> What is being asked:
Restate the entries below word for word, leaving nothing out.

> Available data:
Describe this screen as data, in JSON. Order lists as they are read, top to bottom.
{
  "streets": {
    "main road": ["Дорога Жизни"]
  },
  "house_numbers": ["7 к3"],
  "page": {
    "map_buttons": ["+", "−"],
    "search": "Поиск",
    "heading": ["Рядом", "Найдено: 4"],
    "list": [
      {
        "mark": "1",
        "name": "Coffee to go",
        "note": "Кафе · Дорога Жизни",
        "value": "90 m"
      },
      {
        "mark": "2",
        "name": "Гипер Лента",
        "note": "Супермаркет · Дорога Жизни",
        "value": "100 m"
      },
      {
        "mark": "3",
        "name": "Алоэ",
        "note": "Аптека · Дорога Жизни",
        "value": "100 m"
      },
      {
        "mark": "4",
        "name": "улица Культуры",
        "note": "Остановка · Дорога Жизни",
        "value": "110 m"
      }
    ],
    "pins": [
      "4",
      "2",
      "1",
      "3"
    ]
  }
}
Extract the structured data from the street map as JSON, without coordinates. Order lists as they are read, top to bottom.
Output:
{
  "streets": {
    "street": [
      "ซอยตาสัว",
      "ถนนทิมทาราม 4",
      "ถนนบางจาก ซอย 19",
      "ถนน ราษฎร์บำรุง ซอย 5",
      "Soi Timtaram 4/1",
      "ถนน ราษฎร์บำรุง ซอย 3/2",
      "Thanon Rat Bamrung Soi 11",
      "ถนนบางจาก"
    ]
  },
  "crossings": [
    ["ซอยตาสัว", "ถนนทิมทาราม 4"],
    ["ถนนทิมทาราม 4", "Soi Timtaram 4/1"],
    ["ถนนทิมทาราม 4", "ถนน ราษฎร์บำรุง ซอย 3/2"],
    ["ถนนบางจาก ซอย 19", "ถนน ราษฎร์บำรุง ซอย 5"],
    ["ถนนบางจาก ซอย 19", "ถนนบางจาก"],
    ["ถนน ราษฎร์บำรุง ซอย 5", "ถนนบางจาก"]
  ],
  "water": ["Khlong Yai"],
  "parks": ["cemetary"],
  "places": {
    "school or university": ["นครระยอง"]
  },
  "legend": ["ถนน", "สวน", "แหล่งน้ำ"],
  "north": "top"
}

> Solution below:
Describe this screen as data, in JSON. Order lists as they are read, top to bottom.
{
  "streets": {
    "main road": ["Дорога Жизни"]
  },
  "house_numbers": ["7 к3"],
  "page": {
    "map_buttons": ["+", "−"],
    "search": "Поиск",
    "heading": ["Рядом", "Найдено: 4"],
    "list": [
      {
        "mark": "1",
        "name": "Coffee to go",
        "note": "Кафе · Дорога Жизни",
        "value": "90 m"
      },
      {
        "mark": "2",
        "name": "Гипер Лента",
        "note": "Супермаркет · Дорога Жизни",
        "value": "100 m"
      },
      {
        "mark": "3",
        "name": "Алоэ",
        "note": "Аптека · Дорога Жизни",
        "value": "100 m"
      },
      {
        "mark": "4",
        "name": "улица Культуры",
        "note": "Остановка · Дорога Жизни",
        "value": "110 m"
      }
    ],
    "pins": [
      "4",
      "2",
      "1",
      "3"
    ]
  }
}
Extract the structured data from the street map as JSON, without coordinates. Order lists as they are read, top to bottom.
Output:
{
  "streets": {
    "street": [
      "ซอยตาสัว",
      "ถนนทิมทาราม 4",
      "ถนนบางจาก ซอย 19",
      "ถนน ราษฎร์บำรุง ซอย 5",
      "Soi Timtaram 4/1",
      "ถนน ราษฎร์บำรุง ซอย 3/2",
      "Thanon Rat Bamrung Soi 11",
      "ถนนบางจาก"
    ]
  },
  "crossings": [
    ["ซอยตาสัว", "ถนนทิมทาราม 4"],
    ["ถนนทิมทาราม 4", "Soi Timtaram 4/1"],
    ["ถนนทิมทาราม 4", "ถนน ราษฎร์บำรุง ซอย 3/2"],
    ["ถนนบางจาก ซอย 19", "ถนน ราษฎร์บำรุง ซอย 5"],
    ["ถนนบางจาก ซอย 19", "ถนนบางจาก"],
    ["ถนน ราษฎร์บำรุง ซอย 5", "ถนนบางจาก"]
  ],
  "water": ["Khlong Yai"],
  "parks": ["cemetary"],
  "places": {
    "school or university": ["นครระยอง"]
  },
  "legend": ["ถนน", "สวน", "แหล่งน้ำ"],
  "north": "top"
}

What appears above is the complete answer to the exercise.